Your task. In the data, extract each line that holds the string "Clara".

======== Data extracts

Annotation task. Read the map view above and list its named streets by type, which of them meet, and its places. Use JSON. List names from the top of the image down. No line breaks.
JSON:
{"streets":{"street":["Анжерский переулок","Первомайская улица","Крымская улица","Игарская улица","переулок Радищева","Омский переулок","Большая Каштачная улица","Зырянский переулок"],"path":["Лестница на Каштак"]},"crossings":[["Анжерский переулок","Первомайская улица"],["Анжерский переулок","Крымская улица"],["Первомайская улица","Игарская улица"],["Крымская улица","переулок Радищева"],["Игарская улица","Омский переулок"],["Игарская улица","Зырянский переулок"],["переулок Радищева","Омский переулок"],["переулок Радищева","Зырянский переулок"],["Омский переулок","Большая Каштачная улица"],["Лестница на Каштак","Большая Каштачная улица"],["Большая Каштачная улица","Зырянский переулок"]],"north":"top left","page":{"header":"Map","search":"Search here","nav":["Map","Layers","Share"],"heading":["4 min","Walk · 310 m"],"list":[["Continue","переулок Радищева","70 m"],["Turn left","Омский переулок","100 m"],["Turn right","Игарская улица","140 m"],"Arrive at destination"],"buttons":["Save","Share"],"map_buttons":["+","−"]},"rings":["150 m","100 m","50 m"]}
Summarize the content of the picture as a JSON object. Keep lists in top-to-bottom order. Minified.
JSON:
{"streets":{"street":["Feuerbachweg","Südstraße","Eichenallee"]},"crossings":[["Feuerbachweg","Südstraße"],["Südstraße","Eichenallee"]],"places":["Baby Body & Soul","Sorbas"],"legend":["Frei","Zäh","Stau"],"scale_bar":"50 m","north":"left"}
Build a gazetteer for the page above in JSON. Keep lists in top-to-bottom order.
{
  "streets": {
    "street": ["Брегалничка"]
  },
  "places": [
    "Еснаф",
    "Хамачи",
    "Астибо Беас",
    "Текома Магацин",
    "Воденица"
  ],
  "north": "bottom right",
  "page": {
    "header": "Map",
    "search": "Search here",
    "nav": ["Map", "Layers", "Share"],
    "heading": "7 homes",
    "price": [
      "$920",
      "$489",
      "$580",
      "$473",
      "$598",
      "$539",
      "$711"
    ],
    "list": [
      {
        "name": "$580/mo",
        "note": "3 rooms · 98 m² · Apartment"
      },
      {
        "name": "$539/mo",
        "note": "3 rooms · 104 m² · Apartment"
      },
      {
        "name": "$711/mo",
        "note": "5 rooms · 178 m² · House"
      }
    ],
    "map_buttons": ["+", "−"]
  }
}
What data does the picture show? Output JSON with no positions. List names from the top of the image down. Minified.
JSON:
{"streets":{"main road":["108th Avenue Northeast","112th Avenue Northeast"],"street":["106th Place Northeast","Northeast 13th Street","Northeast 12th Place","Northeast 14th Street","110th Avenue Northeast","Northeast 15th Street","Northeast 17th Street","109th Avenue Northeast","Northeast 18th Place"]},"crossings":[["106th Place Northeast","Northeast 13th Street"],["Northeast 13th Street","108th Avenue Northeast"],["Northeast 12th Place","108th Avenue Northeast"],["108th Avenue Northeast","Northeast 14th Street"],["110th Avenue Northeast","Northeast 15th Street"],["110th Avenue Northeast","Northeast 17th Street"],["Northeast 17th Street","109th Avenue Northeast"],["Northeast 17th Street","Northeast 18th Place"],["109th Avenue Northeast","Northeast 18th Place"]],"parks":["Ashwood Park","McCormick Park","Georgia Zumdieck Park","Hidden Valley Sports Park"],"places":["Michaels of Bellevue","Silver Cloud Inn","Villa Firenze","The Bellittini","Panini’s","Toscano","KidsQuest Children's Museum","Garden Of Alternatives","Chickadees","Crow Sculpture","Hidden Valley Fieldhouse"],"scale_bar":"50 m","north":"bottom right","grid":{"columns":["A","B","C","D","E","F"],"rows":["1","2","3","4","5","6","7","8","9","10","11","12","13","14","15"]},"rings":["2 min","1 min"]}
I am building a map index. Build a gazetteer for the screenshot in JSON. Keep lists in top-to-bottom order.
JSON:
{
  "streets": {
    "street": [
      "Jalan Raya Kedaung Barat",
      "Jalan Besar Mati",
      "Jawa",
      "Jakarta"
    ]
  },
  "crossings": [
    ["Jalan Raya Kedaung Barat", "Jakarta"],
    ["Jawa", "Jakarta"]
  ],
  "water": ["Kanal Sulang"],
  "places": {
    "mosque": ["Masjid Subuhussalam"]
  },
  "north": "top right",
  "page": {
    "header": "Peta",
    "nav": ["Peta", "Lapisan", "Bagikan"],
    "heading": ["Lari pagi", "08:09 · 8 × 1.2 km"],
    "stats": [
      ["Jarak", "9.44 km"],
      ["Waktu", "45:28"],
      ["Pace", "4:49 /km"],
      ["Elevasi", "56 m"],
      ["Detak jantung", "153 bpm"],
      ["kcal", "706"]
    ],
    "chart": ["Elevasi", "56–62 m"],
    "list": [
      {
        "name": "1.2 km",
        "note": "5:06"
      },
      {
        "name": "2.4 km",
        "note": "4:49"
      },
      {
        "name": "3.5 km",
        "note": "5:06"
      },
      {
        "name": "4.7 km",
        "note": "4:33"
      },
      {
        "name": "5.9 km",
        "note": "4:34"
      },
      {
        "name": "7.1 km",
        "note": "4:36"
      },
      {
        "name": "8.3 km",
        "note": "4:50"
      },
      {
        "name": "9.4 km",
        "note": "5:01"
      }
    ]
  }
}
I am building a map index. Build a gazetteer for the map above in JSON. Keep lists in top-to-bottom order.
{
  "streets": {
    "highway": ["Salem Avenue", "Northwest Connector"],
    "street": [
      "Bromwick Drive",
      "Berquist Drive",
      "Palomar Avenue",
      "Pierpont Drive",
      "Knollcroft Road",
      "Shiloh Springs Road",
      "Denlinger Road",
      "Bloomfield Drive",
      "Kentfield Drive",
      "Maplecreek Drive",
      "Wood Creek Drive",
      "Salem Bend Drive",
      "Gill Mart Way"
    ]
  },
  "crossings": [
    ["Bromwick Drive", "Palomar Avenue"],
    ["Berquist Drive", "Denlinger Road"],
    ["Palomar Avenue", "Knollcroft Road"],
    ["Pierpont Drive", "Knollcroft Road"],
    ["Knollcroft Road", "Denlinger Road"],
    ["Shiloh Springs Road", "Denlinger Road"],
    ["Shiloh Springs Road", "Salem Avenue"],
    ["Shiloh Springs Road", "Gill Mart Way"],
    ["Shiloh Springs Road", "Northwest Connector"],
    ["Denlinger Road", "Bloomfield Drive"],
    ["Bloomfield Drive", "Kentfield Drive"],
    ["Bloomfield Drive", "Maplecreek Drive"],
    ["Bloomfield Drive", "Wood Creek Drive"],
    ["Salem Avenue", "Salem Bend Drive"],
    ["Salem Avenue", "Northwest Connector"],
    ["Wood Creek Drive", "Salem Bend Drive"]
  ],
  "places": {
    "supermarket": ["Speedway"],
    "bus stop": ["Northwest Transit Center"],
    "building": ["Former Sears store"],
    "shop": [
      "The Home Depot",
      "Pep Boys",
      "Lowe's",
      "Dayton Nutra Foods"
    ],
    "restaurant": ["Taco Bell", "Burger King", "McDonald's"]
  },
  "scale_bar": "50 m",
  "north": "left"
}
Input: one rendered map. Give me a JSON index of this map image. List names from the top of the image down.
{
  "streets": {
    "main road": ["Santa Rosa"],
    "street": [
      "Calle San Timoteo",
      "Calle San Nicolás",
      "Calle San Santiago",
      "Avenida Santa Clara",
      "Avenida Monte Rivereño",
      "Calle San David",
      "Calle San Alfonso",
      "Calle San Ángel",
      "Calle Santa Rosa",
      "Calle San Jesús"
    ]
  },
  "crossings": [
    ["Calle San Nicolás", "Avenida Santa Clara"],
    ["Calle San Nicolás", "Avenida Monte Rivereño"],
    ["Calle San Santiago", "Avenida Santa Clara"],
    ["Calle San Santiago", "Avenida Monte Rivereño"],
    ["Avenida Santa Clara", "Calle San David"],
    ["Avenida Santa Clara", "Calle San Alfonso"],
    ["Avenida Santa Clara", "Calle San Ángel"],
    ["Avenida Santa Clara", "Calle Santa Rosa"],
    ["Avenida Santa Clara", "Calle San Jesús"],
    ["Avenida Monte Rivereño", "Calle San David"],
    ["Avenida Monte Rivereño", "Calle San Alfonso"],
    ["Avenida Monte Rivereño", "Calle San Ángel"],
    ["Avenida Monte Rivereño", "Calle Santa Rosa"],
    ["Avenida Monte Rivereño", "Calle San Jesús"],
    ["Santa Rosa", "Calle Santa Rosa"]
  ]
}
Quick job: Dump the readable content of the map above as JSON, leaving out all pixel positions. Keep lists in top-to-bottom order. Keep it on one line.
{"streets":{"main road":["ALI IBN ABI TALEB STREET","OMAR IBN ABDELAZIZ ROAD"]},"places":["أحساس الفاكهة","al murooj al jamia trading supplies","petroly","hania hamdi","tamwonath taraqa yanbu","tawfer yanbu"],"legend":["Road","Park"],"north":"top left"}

================

Exercise result.
      "Avenida Santa Clara",
    ["Calle San Nicolás", "Avenida Santa Clara"],
    ["Calle San Santiago", "Avenida Santa Clara"],
    ["Avenida Santa Clara", "Calle San David"],
    ["Avenida Santa Clara", "Calle San Alfonso"],
    ["Avenida Santa Clara", "Calle San Ángel"],
    ["Avenida Santa Clara", "Calle Santa Rosa"],
    ["Avenida Santa Clara", "Calle San Jesús"],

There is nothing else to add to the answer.